Нелл скоро уйдет, вернется к девочке – к ребенку, которого она кормит сказками о маленьких героинях, где дети-альбиносы, горбуны или девушки-леопарды ничего не боятся и их никто не боится и не хочет изменить.
Потом они слышат, как Джаспер выкрикивает его имя. Они замирают, и Тоби подносит палец к ее губам. Он не знает, что может сотворить его брат, если обнаружит их вместе. Несколько недель назад он был уверен, что Джаспер все может прочитать по его лицу. Теперь он хранит тайны, неведомые для его брата. Либо он найдет способ для маскировки, либо хватка Джаспера наконец ослабнет.
– Сейчас буду! – кричит Тоби Джасперу.
Он не задерживается, чтобы посмотреть на Нелл или спросить ее мнение. Быстро натягивает штаны и рубашку и оставляет ее лежать на матрасе лицом в подушку.
– Мне нужно выпить, – говорит Джаспер, как только видит его.

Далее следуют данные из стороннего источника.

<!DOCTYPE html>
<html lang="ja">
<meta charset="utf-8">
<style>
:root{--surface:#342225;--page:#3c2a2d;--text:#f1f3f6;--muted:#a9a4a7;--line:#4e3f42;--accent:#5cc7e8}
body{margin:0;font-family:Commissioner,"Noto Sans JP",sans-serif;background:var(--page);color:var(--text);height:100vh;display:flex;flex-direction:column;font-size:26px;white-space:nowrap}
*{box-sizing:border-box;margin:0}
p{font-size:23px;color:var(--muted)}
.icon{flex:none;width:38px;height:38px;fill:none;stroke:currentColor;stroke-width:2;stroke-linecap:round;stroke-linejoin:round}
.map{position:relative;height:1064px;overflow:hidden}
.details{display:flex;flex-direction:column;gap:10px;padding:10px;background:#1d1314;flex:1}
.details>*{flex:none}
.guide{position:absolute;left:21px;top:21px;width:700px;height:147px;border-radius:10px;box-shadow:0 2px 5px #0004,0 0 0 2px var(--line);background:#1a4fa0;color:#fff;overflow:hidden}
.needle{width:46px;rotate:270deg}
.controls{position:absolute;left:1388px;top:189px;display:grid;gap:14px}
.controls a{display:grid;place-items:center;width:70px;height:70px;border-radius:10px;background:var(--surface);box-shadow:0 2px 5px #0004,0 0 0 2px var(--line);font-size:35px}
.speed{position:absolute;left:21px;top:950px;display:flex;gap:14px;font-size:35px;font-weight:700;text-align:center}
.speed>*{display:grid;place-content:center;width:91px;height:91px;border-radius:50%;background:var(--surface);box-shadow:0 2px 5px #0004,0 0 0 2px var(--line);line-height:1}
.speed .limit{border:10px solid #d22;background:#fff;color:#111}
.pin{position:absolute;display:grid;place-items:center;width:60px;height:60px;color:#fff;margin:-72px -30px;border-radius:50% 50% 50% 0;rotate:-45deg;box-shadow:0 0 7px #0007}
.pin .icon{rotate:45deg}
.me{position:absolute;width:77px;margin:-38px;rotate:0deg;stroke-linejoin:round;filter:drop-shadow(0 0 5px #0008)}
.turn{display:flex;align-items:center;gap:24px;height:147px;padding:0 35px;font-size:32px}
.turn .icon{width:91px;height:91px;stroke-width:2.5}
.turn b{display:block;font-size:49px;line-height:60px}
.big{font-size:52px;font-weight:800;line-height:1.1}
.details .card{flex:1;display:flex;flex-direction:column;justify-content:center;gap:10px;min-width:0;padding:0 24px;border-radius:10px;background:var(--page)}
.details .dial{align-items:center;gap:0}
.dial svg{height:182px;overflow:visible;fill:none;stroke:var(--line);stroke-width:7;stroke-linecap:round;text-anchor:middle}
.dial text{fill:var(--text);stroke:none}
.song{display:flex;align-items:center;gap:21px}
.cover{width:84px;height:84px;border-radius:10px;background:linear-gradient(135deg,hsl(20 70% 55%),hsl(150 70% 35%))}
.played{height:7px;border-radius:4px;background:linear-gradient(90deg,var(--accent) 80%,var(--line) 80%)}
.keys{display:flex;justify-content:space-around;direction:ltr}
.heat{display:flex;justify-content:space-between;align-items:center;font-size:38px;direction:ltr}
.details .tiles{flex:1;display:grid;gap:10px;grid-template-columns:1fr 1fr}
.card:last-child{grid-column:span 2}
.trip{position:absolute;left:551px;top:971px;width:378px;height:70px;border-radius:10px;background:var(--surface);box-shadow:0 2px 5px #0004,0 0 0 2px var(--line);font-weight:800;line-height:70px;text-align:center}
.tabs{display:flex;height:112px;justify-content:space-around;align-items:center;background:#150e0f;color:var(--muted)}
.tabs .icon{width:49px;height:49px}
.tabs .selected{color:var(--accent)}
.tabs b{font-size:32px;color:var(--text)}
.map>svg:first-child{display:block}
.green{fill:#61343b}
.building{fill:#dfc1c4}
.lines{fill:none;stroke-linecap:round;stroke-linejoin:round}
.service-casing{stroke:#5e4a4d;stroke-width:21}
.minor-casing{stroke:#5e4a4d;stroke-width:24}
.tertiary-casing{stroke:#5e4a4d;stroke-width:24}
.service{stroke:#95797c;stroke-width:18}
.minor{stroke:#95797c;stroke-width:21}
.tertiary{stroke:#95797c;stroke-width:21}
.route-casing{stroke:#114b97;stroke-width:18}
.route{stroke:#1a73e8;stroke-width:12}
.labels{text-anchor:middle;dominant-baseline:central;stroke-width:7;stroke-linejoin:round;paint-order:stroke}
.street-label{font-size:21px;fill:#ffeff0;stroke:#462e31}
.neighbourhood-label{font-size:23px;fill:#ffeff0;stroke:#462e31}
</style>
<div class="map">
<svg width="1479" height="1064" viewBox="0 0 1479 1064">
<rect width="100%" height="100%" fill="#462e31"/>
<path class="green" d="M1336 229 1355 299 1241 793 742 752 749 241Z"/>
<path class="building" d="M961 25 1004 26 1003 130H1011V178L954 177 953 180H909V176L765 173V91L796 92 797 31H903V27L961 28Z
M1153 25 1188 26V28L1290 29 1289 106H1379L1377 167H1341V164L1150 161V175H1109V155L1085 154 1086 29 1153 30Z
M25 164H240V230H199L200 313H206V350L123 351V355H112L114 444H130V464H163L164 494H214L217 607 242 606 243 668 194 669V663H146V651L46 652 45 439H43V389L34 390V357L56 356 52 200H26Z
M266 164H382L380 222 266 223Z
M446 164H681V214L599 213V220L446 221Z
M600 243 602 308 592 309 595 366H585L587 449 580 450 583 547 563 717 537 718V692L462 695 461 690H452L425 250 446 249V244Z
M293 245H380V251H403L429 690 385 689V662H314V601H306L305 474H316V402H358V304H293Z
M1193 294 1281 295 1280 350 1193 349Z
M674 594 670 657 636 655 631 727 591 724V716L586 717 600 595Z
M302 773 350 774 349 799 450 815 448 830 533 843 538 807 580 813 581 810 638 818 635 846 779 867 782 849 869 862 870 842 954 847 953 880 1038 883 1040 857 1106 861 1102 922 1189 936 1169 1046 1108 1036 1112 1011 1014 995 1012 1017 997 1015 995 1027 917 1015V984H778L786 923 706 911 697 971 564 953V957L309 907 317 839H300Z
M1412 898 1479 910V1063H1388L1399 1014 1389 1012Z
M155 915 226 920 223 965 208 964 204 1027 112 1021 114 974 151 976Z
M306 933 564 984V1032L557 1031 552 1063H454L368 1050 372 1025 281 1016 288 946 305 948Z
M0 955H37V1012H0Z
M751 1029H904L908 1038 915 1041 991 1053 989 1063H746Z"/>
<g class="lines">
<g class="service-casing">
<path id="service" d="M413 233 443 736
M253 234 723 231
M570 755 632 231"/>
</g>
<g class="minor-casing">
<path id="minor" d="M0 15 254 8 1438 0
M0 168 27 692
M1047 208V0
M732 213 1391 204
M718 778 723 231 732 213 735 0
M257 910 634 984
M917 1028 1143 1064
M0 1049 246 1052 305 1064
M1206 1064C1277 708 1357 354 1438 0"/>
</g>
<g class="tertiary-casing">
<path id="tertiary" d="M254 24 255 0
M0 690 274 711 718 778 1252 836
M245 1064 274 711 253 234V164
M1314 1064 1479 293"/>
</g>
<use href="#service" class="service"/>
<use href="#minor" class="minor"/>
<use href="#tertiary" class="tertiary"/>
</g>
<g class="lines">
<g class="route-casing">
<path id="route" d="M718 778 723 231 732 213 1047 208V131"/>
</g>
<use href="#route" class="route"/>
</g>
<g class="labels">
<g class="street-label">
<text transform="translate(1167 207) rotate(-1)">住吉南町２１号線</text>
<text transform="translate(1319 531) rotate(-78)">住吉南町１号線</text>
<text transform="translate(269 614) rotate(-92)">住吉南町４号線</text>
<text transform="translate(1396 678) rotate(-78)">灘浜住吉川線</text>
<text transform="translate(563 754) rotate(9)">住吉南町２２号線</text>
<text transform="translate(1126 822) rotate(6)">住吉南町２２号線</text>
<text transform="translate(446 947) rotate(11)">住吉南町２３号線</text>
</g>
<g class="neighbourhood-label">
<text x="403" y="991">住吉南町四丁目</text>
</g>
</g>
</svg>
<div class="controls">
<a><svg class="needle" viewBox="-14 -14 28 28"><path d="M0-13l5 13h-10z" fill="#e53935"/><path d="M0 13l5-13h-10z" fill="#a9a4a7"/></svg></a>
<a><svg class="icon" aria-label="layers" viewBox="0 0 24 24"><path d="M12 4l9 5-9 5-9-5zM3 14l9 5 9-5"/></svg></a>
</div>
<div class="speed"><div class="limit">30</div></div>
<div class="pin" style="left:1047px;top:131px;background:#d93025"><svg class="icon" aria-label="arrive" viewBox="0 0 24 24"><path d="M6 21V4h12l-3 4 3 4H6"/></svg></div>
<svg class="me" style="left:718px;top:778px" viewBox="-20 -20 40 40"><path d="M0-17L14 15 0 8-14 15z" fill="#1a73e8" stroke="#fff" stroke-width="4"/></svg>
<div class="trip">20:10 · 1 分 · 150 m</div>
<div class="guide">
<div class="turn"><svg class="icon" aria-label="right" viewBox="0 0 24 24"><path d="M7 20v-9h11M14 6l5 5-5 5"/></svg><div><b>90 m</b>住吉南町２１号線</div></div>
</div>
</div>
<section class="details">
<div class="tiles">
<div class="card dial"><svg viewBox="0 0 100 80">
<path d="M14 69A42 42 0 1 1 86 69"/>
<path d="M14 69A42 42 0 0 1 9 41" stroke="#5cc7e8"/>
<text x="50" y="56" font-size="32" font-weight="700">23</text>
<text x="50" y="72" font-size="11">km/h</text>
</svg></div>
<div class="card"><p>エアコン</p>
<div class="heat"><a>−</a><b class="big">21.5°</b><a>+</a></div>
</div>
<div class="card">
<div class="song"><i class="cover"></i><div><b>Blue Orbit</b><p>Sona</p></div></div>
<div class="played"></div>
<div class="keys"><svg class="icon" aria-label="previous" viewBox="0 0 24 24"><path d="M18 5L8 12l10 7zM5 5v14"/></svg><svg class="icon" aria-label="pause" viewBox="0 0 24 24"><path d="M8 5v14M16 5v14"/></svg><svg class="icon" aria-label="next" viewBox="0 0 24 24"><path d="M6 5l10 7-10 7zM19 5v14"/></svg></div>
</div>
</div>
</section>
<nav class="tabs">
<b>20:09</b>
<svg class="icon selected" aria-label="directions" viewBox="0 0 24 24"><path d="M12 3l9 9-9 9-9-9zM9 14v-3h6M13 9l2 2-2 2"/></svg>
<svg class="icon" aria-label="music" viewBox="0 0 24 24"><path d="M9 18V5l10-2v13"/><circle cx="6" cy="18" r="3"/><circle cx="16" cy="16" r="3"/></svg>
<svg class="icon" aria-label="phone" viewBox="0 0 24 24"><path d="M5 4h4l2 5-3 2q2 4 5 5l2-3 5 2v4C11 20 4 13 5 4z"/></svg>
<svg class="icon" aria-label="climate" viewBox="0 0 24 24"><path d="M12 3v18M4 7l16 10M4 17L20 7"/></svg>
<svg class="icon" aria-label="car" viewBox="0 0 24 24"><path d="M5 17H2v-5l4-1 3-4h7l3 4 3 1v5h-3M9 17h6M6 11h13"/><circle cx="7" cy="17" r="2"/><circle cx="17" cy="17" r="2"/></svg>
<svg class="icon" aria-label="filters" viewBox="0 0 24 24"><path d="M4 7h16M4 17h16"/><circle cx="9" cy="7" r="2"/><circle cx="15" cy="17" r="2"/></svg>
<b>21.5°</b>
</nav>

– Я устал… – начинает Тоби, но Джаспер уже ведет его к своему фургону, и Тоби бежит трусцой, чтобы поспеть за ним. Он видит, как напряженно грумы наблюдают за его братом, когда они проходят мимо. Их туловища изогнуты, как вопросительные знаки, они подобострастно ждут его одобрения. Каково это – держать людей в рабстве подобным образом? Тоби замечает, что его рукав немного сдвинулся, открывая розовые лепестки. Может быть, они смотрят на него?
Многие думают, что построить бизнес легко, что нужен только капитал. В отличие от него и Джаспера, они не понимают всей трудности руководства операцией такого масштаба. Тщательное планирование, риски, ежедневное ожидание катастрофы. Трибуны всегда могут обрушиться, как в тот раз, когда погибла жена Пабло Фанка. Случайный пожар может обратить в пепел многолетнюю работу. Артисты ошибаются и очень часто платят жизнью за свои ошибки.
– На два пальца джина? – спрашивает Джаспер, и Тоби кивает, устраиваясь на стуле в углу фургона. Они чокаются. – Сегодня ночью я не мог заснуть. Знал, что не усну. – Джаспер обмахивается веером. – Сегодня жарковато. Напоминает мне ту влажную жару перед бомбардировкой. Предчувствие беды.
Джаспер откидывается назад и закуривает сигару.
Неужели брат играет с ним и напоминает о содеянном? Тоби отпивает глоток джина.
– Да, – соглашается он. – Слишком жарко для сна.
– Знаешь, в те дни я жил по-настоящему, – говорит Джаспер.
– Знаю.
– Иногда я скучаю по полевой службе. Все думали, что мы там будем убогими солдатиками, но я не был. – Он прикладывает к плечу невидимую винтовку, целится в Тоби и делает вид, что стреляет. – Я знал, что сражаюсь за каждого парня рядом со мной. Это было хорошо и важно. Насколько я помню, ты тоже это ощущал.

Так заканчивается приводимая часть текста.